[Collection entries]
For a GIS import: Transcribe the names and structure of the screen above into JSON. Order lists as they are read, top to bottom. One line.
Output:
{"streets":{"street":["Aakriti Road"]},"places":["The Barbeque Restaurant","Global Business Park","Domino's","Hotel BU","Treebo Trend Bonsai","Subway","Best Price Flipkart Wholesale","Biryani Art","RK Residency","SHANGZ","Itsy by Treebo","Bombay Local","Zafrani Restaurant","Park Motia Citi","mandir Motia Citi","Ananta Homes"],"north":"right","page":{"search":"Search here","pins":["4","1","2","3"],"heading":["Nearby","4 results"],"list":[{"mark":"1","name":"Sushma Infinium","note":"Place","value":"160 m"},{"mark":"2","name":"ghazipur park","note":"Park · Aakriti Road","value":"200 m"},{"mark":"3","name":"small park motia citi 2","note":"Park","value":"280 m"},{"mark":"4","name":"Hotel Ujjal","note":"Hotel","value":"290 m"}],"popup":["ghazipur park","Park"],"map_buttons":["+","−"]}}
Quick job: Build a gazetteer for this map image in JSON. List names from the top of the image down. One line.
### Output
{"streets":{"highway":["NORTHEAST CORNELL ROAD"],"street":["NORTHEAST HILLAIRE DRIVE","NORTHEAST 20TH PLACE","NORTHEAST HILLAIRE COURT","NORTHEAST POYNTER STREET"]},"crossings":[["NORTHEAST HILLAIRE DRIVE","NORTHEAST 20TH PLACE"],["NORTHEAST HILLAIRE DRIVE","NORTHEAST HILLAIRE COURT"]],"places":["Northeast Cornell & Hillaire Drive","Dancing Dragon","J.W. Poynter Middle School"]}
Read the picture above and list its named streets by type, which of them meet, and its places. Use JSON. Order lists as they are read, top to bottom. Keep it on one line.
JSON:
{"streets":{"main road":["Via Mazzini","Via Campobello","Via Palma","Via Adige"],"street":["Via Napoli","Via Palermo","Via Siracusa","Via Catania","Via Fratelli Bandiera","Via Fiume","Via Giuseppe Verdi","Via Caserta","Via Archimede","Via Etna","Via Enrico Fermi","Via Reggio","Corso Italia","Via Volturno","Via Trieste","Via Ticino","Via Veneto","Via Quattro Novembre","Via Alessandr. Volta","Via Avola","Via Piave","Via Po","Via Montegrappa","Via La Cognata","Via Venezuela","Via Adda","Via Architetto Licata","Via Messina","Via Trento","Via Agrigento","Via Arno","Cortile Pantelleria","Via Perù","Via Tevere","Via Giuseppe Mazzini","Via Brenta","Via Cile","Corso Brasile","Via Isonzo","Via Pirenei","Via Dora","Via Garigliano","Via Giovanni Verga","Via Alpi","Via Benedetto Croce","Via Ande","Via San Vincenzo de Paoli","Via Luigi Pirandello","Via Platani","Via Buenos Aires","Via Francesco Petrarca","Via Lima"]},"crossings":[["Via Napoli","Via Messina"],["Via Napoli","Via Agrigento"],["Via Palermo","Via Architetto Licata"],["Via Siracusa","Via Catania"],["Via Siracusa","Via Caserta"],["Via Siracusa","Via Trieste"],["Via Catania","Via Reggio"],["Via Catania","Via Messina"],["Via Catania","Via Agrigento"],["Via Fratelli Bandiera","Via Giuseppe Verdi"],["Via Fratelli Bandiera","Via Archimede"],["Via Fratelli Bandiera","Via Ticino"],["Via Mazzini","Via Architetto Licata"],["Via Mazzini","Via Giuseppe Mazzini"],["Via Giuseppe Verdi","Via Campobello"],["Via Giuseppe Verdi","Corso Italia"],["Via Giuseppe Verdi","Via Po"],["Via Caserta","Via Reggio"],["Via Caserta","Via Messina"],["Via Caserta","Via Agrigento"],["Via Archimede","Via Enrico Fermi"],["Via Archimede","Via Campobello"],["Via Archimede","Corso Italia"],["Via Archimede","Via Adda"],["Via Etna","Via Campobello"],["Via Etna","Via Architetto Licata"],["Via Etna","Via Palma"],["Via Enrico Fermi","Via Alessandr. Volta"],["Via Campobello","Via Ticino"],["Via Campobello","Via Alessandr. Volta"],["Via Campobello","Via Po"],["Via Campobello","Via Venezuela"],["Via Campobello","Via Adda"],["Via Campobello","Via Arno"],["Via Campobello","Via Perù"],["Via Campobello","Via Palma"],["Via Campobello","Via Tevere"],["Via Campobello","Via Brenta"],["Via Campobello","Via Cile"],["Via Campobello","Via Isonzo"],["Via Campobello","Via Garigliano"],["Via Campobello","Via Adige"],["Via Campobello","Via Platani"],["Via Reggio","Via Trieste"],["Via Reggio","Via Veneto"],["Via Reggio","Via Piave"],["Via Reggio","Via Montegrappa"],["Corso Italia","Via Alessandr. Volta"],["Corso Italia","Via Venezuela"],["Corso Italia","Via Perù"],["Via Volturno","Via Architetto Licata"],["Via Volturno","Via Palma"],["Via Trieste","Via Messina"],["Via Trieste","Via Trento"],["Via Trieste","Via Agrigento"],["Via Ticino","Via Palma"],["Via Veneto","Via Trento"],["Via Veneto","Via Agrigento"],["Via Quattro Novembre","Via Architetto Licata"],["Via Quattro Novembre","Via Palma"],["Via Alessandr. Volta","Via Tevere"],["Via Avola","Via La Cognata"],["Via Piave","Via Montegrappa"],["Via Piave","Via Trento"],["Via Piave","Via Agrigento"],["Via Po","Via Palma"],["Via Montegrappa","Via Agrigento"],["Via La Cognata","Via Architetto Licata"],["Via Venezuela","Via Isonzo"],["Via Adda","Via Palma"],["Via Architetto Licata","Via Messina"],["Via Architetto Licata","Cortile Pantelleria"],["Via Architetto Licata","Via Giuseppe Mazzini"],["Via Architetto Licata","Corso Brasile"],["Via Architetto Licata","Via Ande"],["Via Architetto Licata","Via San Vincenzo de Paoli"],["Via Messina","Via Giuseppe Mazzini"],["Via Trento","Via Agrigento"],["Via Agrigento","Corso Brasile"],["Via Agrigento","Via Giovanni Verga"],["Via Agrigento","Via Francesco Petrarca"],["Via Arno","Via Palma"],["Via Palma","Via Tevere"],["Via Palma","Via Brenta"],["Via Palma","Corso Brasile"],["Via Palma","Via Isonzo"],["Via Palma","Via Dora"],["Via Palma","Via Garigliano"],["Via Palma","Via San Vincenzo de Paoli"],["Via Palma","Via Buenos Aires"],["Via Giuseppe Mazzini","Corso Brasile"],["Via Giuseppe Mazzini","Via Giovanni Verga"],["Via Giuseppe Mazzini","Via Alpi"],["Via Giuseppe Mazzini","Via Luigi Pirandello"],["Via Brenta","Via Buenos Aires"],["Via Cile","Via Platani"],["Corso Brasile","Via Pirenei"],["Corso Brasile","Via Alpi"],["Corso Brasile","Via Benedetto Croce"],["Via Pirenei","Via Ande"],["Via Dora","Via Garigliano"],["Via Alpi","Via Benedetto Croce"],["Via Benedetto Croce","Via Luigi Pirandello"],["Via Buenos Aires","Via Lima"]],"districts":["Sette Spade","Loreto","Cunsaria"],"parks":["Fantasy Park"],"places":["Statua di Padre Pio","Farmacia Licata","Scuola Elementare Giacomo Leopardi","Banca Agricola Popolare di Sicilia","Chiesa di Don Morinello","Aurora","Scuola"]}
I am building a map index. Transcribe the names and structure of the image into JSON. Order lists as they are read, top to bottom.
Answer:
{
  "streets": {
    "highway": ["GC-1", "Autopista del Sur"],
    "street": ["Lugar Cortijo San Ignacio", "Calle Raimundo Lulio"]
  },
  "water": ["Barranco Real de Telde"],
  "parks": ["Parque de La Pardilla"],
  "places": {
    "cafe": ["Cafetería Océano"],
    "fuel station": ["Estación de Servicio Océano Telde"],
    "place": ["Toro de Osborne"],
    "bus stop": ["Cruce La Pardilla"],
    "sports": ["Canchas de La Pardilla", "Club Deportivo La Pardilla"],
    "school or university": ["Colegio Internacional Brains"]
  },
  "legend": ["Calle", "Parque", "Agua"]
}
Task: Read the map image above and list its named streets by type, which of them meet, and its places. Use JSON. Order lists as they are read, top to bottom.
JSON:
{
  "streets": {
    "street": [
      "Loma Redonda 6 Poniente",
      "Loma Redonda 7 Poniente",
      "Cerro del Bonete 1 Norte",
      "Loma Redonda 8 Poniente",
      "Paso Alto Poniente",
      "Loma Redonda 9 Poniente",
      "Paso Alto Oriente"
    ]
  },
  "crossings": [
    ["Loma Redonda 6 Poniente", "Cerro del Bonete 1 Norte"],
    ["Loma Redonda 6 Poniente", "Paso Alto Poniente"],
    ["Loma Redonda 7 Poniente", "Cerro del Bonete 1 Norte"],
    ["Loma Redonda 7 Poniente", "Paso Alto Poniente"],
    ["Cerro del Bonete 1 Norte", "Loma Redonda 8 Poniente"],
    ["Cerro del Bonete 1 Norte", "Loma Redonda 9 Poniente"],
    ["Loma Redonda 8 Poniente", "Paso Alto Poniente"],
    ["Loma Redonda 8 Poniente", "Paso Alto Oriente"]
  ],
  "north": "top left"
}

**What you need to do**
Go through the records and count every line with the word "into"; the answer is the number alone.

**Expected answer**
2